When I mentioned to people I was going to be staying in Alice Springs for ten days, the initial response was, “There’s nothing to do there.”
I had booked a two month rail pass with Great Southern Rail back in April, with which I traveled from Melbourne to Adelaide, and Adelaide to Perth. The Ghan, the service that travels from Darwin to Alice Springs only arrives once a week in Alice on Wednesdays. But the tour I had booked in was leaving on Wednesday at 6 am. So I had to travel the week prior. No big deal, I thought, I’ll just chill out in Alice for a week and catch up on my blog (hah!)
But then everyone I met that had previously traveled to Alice told me a week was way too much time. Even people I met on the train down from Darwin were giving me a hard time that I was going to be there for so long. Most people on the train were staying one night in Alice, maybe two. A lot of the people were only staying a couple of hours. By the time I checked into my hostel and realized that you can walk around the whole town in about 15 minutes, I was already looking online for a possible ride to get out of Alice as soon as my tour returned. And this was all on Day One.
But then I ended up loving Alice Springs.
It may seem like there’s not much to do there, especially as it’s visited mainly as the jumping off point to Uluru and King’s Canyon. But there’s actually a lot to do. I visited the Desert Park, which is possibly the best ‘zoo’ I’ve been to (it’s not really a zoo). It’s managed by the Parks & Wildlife Department and showcases all the animals you find in the Outback; dingoes, thorny devils, malas, bilbies, birds of prey, etc.
I went on a day trip out to the West MacDonnell ranges, home to the Larapinta Trail and various gorges and stunning lookouts.
I did an art workshop with an aboriginal artist at a local art gallery. Alice Springs is actually abound with art galleries, mostly selling aboriginal art. The artist I did the workshop with, Fabrienne, taught me about symbology and told me about aboriginal culture while I painted my own piece. She was a bit cheeky and got a bit off topic by gossiping about the gallery owners.
I went hiking up Mount Gillen, which looks out over Alice. I biked out to Telegraph Station, which used to relay messages between Darwin and Adelaide.

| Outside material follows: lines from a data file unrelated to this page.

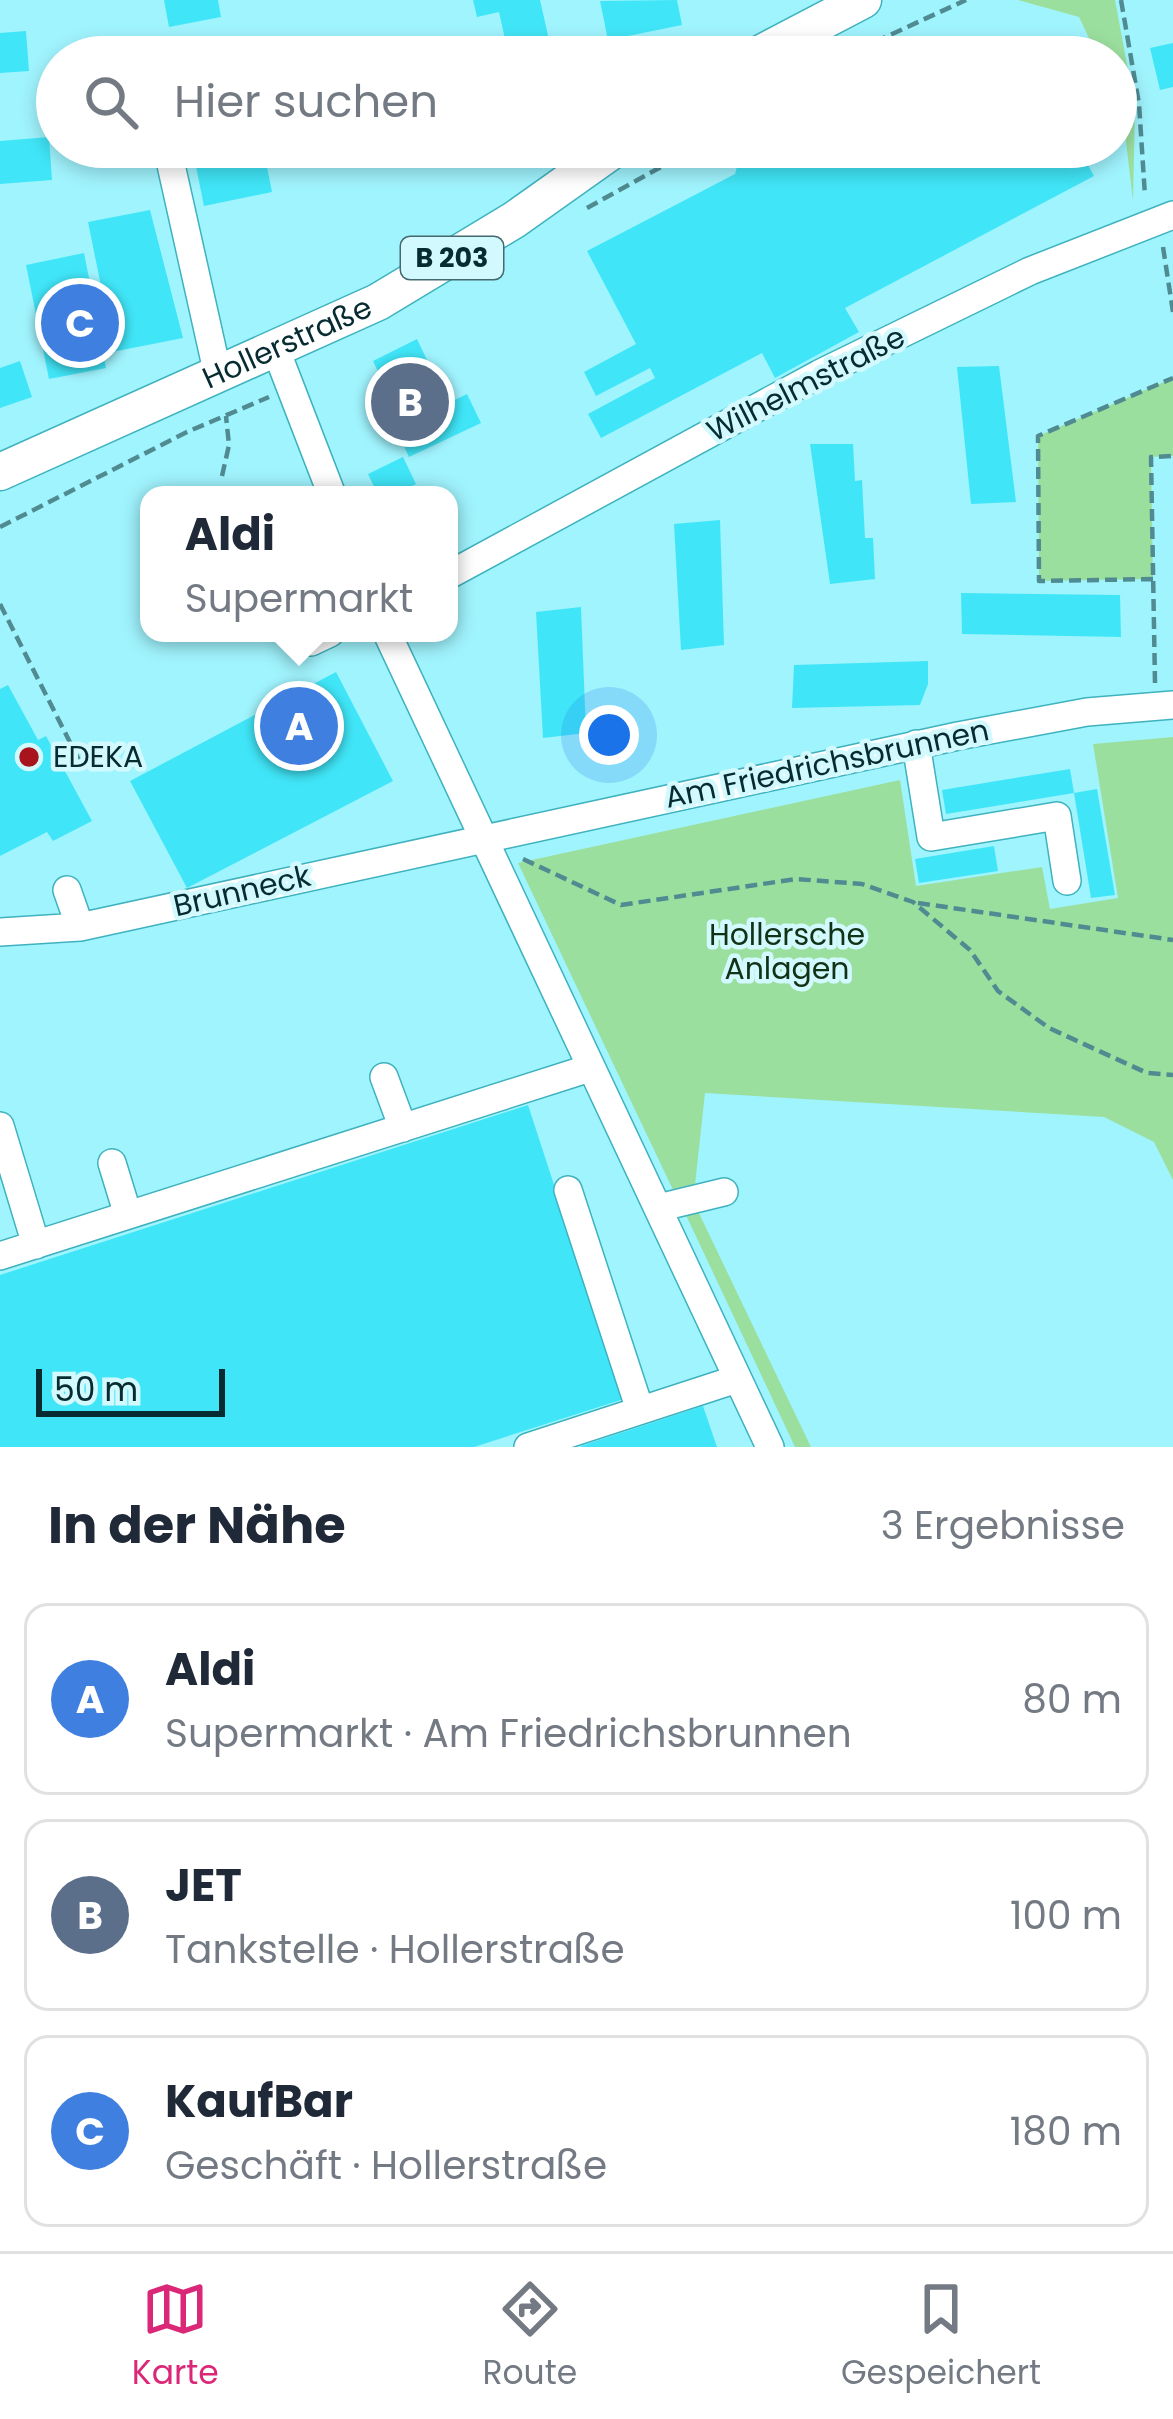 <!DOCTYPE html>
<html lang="de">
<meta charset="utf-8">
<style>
body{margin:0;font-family:Poppins,sans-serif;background:#f6f6f7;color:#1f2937}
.scale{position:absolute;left:36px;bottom:30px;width:189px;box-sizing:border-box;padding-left:12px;border:6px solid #062b30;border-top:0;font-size:33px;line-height:42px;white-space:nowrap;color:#062b30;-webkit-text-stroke:9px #d2f9fe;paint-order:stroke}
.you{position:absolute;left:609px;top:735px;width:42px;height:42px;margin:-30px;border:9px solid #fff;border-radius:50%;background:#1a73e8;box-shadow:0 0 0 18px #1a73e833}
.badge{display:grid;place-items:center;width:78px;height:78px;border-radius:50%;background:#db2777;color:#fff;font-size:39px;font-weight:700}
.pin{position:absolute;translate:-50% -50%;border:6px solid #fff;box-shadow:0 3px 12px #0006}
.popup{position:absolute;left:140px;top:486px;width:318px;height:156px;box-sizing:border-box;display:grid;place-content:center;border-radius:24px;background:#fff;filter:drop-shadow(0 3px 9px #0005);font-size:39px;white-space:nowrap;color:#747a83}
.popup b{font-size:45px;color:#1f2937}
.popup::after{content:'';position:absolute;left:50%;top:100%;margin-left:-24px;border:24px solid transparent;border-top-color:#fff}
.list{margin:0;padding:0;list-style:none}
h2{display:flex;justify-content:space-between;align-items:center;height:156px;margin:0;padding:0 48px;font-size:51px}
h2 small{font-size:39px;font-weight:400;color:#747a83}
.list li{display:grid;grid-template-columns:78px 1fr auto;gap:36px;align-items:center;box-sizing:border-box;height:192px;margin:0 24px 24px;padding:0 24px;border:3px solid #e0e1e3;border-radius:24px}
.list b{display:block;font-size:45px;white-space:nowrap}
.list p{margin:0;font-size:39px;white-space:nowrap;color:#747a83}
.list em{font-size:39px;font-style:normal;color:#747a83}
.icon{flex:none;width:66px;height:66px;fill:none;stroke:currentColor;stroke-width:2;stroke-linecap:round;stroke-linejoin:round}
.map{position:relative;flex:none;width:1173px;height:1447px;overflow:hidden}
.search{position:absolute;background:#fff;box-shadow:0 6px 18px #0003;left:36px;right:36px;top:36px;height:132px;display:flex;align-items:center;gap:30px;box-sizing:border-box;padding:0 42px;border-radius:66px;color:#747a83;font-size:45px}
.sheet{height:804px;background:#fff}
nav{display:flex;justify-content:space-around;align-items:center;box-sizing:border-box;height:168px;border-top:3px solid #e0e1e3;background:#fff;font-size:33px;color:#747a83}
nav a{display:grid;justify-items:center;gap:6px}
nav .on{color:#db2777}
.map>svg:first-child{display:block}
.green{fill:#9bdf9f}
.building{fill:#40e6f8}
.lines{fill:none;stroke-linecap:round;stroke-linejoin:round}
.minor-casing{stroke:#3eb2bf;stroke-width:30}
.major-casing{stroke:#3eb2bf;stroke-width:39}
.path{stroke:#508b92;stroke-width:4.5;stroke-dasharray:12 6;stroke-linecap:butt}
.minor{stroke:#fff;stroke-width:27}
.major{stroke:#fff;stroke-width:36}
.poi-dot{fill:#a8131c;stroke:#d2f9fe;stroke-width:4.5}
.labels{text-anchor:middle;stroke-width:9;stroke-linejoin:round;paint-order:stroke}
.shield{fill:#d2f9fe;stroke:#43696e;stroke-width:3}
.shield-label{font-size:27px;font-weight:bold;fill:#062b30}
.street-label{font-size:30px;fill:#062b30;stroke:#d2f9fe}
.poi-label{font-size:30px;fill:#062b30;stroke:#d2f9fe;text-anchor:start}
.park-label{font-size:30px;fill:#113215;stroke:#d2f9fe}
</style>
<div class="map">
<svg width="1173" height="1447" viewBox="0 0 1173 1447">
<rect width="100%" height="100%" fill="#a0f4fe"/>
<!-- green -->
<path class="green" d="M 1018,0 L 1115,0 L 1135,107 L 1133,201 L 1116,57 L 1098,57 L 1079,17 Z
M 1173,378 L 1173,456 L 1151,457 L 1153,579 L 1039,581 L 1038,436 Z
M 1173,737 L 1173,1180 L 1154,1142 L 1104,1117 L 705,1093 L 695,1185 L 674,1192 L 518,863 L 900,780 L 916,886 L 1042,867 L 1050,909 L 1118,898 L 1093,744 Z
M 697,1209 L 811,1447 L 795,1447 L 685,1213 Z"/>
<!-- building -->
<path class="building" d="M 164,0 L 218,0 L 221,17 L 169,27 Z
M 473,0 L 540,0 L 552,53 L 564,50 L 566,57 L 509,57 L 499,12 L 477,17 Z
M 677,0 L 682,25 L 608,40 L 600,1 Z
M 26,31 L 29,71 L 0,73 L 0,33 Z
M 1021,37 L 1031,57 L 984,57 Z
M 1173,43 L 1173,87 L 1160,90 L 1150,48 Z
M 49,137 L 52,180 L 0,184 L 0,141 Z
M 192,147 L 263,147 L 272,192 L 204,206 Z
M 776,147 L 1078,147 L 1094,176 L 845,308 L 859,332 L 775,378 L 762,353 L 601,438 L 588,414 L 655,378 L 650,368 L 596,396 L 584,372 L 636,344 L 587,251 L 735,174 L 740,155 L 761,158 Z
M 150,210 L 183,338 L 112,352 L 105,317 L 96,320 L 106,368 L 49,379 L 26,265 L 84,253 L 92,293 L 102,291 L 88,222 Z
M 417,339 L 443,394 L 413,409 L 418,418 L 467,394 L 481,423 L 409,457 L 390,417 L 398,413 L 373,361 Z
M 20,361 L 32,397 L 0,408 L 0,368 Z
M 999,366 L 1016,502 L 971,504 L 957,367 Z
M 810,444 L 853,444 L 855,481 L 862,480 L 865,538 L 873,538 L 875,579 L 830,584 Z
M 403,457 L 416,484 L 394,495 L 378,495 L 368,474 Z
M 720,520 L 724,645 L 681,650 L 674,524 Z
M 961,593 L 1120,595 L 1121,637 L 962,634 Z
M 581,607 L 586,733 L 543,738 L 536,612 Z
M 928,661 L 928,684 L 920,705 L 792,708 L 794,665 Z
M 336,672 L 393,781 L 187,888 L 130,781 Z
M 8,685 L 38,740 L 46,736 L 92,821 L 53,841 L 47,832 L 0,856 L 0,689 Z
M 1070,769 L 1074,793 L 946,814 L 942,790 Z
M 1097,789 L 1115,895 L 1091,898 L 1074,793 Z
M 994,846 L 998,871 L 919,883 L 915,859 Z
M 528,1105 L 624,1399 L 474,1447 L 0,1447 L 0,1275 Z
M 703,1406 L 717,1447 L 581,1447 L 581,1446 Z"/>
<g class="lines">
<!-- minor casing -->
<g class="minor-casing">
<path id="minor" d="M 167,147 L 218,375
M 276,350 L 332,495
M 449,575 L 819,374 L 1030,271 L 1173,215
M 387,633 L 770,1447
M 311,642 L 330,633
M 916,744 L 931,837 L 1057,816 L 1067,881
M 67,890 L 80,927
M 0,932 L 80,927 L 958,736 L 1087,712 L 1173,705
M 384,1077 L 403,1128
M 0,1126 L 36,1245
M 112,1163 L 128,1215
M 568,1190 L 640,1410
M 658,1208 L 724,1192
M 0,1256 L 590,1068
M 528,1447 L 737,1379"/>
</g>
<!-- major casing -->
<g class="major-casing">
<g id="major">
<path d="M 754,57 L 863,0"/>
<path id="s1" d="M 0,472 L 378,302 L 514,220 L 617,147"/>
</g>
</g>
<!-- path -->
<path class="path" d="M 1121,0 L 1139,104 L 1145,196
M 842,57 L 966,0
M 587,208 L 697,147
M 1163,247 L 1173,312
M 222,476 L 229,445 L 226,416
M 0,527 L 187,432 L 269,397
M 1153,579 L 1039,581 L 1038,436 L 1173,378
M 0,604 L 81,764
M 1155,683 L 1151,457 L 1173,456
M 523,859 L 621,905 L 796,879 L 862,884 L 913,902 L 970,950 L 998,991 L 1049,1028 L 1147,1073 L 1173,1075
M 918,903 L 1173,940"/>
<!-- minor -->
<use href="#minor" class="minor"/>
<!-- major -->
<use href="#major" class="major"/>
</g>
<!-- markers -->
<circle class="poi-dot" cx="29" cy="757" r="12"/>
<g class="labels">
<!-- shield labels -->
<rect class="shield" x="401" y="237" width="102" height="42" rx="9"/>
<g class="shield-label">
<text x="452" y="267">B 203</text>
</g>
<!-- street labels -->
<g class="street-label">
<text dy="10" stroke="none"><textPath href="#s1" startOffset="315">Hollerstraße</textPath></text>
<text transform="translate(806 384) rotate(-27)" y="10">Wilhelmstraße</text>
<text transform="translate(827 764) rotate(-12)" y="10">Am Friedrichsbrunnen</text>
<text transform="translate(242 891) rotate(-13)" y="10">Brunneck</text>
</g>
<!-- poi labels -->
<g class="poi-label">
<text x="53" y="767">EDEKA</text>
</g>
<!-- park labels -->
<g class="park-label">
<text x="787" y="945">Hollersche<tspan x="787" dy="34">Anlagen</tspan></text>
</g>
</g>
</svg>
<div class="scale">50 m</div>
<div class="you"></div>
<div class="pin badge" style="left:299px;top:726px;background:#3f7fe0">A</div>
<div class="popup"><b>Aldi</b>Supermarkt</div>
<div class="pin badge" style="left:410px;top:402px;background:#5c6f8a">B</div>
<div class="pin badge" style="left:80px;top:323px;background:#3f7fe0">C</div>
<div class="search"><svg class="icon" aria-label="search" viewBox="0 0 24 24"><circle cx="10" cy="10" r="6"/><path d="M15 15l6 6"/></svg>Hier suchen</div>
</div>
<section class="sheet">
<h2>In der Nähe<small>3 Ergebnisse</small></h2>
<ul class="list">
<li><span class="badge" style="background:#3f7fe0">A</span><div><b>Aldi</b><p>Supermarkt · Am Friedrichsbrunnen</p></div><em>80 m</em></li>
<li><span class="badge" style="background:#5c6f8a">B</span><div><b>JET</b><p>Tankstelle · Hollerstraße</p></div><em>100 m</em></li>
<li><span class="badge" style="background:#3f7fe0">C</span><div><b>KaufBar</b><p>Geschäft · Hollerstraße</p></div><em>180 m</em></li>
</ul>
</section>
<nav>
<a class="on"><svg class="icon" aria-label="map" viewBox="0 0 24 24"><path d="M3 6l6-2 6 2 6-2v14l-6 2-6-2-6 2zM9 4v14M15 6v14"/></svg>Karte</a>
<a><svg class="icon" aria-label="directions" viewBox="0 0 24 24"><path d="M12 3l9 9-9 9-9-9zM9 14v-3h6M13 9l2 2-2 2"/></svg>Route</a>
<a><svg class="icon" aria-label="saved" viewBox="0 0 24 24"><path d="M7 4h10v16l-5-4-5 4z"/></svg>Gespeichert</a>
</nav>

The number one reason I liked Alice so much though was because of where I stayed and the people I met. I stayed at Alice’s Secret Traveller’s Inn. At first look it’s a bit goofy with funky decorations, but even after just ten days I started thinking of it as home. It’s owned by a laid back German guy named Seb. I met two English girls, Kiera and Betty and a Scottish guy named Jonathan, who are mostly who I hung out with while there. A lot of the people staying there are long termers who are working in Alice. And of course there were some weirdy’s in there that just made the place more entertaining (Stephen).
The hostel has a big backyard with lots of hammocks to chill in, a bbq area, a pool that nobody in their right mind went into because it was too cold (cough Scot), a spacious kitchen and a TV room with lots of comfy chairs. There’s a couple cats that wander around the premises.
Some nights we would just chill, other nights we’d go out. One night there was a barbecue for one of the long termers who was leaving. It just happened to coincide with my last night so I pretended it was for me. One thing led to another and on my last night there may have been an actual catfight. It involved cats running in and out of the room, water being thrown, munched up chips sprayed on each other’s beds, sweaters being thrown in bushes. It was an eventful way to leave Alice.
I left on Monday and took the train back up to Darwin. I didn’t actually spend any time up here after my roadtrip so I figured I’d come back to check it out. It’s no Alice Springs, but then again I’m not spending ten days here.
So anyone traveling to Alice Springs, don’t be afraid to stay longer than two nights. And if you’re looking for a good hostel, stay at Alice’s Secret!